__Instructions to follow__. Whenever a line carries the word "hidden", pull it out of the entries.

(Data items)
--

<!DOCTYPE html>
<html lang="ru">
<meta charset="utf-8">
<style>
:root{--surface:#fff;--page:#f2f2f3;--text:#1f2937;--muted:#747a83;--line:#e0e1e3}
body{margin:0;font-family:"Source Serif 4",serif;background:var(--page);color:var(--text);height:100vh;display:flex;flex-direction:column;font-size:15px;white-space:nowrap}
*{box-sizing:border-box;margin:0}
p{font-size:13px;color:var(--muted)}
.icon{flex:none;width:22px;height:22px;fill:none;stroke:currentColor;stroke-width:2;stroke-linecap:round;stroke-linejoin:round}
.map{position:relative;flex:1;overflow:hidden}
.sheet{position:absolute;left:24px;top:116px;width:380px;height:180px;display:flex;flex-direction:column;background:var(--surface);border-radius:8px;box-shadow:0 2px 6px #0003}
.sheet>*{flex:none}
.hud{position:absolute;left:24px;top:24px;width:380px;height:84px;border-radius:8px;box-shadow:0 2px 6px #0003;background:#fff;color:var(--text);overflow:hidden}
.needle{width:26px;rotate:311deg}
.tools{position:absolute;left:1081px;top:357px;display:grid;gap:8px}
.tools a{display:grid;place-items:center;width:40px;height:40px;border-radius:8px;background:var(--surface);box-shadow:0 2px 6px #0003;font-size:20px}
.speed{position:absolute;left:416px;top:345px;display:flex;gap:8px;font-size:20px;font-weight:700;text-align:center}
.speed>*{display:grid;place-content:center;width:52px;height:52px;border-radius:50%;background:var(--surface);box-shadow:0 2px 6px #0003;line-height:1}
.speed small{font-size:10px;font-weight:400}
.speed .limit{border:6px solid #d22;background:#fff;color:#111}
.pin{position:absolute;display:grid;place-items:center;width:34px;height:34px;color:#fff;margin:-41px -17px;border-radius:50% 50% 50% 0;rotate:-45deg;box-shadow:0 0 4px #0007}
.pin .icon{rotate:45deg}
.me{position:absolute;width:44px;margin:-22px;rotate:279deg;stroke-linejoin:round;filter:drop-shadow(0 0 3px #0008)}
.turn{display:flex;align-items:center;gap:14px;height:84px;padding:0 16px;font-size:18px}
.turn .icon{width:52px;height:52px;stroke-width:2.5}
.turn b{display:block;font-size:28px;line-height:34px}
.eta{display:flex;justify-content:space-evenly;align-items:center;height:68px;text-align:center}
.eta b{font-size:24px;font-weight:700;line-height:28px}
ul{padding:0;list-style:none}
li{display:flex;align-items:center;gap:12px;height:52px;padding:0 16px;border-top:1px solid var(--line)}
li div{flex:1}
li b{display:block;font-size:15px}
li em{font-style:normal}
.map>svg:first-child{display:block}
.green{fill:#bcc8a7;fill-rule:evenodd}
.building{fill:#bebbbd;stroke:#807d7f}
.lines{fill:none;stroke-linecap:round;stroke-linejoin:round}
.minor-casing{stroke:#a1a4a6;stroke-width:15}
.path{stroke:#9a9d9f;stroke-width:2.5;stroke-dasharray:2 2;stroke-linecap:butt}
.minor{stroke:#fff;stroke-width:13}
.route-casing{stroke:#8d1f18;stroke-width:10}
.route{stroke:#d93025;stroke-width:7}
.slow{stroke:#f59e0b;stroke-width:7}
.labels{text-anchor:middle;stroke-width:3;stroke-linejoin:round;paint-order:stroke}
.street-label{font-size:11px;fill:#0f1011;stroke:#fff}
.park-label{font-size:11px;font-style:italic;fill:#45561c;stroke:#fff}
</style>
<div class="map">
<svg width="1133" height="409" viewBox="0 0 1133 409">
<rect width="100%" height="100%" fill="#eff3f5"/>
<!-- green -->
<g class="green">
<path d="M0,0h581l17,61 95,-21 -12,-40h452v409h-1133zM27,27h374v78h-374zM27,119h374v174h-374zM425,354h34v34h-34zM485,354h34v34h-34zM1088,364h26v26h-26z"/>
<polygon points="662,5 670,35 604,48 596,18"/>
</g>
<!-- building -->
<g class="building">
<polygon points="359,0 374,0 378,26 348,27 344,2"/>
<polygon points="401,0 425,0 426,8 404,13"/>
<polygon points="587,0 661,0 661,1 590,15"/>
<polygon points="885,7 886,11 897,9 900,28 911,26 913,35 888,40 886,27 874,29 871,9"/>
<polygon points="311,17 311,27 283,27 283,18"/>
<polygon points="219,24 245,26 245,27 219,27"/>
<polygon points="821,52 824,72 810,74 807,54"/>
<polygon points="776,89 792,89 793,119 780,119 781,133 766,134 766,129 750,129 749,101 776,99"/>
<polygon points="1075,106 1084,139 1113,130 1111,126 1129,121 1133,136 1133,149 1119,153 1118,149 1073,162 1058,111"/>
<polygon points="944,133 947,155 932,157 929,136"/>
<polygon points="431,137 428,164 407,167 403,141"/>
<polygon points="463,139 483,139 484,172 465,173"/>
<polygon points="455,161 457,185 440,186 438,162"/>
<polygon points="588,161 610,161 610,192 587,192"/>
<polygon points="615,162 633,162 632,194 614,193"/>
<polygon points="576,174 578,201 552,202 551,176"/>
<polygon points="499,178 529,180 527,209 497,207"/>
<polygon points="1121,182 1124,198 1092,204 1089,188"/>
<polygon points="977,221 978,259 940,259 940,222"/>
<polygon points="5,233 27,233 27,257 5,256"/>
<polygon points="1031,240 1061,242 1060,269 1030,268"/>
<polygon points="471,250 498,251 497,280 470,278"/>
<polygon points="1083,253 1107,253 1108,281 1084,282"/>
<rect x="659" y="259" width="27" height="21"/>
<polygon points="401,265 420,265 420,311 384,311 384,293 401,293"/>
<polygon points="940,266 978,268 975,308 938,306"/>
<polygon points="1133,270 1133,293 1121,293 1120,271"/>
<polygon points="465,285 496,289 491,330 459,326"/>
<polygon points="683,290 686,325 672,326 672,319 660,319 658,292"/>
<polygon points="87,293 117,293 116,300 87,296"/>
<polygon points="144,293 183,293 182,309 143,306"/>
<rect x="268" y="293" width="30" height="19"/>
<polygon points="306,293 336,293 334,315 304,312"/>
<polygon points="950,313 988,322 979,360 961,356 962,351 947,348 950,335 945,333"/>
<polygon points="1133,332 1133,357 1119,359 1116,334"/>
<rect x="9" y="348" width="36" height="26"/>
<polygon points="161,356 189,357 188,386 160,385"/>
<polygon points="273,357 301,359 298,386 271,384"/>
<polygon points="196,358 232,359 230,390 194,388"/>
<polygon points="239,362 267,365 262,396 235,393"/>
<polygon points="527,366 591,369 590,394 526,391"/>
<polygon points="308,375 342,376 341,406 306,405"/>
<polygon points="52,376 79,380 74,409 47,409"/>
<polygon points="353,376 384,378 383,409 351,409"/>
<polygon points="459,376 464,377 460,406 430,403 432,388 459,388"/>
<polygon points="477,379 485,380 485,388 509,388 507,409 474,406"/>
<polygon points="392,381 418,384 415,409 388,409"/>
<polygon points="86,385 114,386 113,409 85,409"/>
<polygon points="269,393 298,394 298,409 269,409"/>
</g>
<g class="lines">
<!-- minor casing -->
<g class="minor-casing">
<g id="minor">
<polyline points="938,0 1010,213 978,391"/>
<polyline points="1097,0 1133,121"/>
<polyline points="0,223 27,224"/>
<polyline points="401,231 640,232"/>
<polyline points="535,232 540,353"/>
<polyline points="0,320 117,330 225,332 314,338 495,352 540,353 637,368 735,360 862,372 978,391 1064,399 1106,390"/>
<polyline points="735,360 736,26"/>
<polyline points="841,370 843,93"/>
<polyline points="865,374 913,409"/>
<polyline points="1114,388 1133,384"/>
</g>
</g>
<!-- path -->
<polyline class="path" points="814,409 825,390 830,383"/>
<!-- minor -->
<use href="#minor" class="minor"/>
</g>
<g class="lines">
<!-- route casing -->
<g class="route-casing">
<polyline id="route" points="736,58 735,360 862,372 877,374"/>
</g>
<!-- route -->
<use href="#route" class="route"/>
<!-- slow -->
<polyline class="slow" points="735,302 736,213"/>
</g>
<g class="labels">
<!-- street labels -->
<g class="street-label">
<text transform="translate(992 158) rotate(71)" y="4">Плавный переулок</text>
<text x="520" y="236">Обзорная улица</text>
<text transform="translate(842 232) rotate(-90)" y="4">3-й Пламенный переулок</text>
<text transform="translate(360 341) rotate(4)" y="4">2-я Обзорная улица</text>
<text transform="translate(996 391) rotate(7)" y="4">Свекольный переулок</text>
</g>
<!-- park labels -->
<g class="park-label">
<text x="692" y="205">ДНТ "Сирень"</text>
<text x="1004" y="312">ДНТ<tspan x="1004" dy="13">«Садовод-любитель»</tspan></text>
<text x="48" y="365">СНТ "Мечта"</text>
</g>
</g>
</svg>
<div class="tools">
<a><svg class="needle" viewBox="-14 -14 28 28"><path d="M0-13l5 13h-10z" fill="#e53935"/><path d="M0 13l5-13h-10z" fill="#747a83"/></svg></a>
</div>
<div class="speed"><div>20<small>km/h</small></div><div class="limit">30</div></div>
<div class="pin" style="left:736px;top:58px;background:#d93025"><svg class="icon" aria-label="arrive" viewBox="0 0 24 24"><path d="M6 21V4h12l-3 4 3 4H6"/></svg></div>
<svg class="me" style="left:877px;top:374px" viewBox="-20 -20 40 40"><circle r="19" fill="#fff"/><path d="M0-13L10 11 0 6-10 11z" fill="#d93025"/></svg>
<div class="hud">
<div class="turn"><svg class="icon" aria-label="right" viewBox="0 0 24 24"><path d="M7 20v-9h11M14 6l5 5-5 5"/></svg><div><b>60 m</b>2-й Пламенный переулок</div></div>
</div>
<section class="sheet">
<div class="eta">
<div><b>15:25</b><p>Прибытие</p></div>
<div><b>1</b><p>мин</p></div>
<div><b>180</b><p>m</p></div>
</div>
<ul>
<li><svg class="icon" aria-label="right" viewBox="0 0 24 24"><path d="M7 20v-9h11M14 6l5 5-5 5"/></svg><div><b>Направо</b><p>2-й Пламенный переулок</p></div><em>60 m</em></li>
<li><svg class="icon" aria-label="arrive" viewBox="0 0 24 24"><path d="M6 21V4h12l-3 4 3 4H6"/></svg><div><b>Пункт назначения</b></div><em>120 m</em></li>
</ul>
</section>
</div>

--

__Task output__.
.map{position:relative;flex:1;overflow:hidden}
.hud{position:absolute;left:24px;top:24px;width:380px;height:84px;border-radius:8px;box-shadow:0 2px 6px #0003;background:#fff;color:var(--text);overflow:hidden}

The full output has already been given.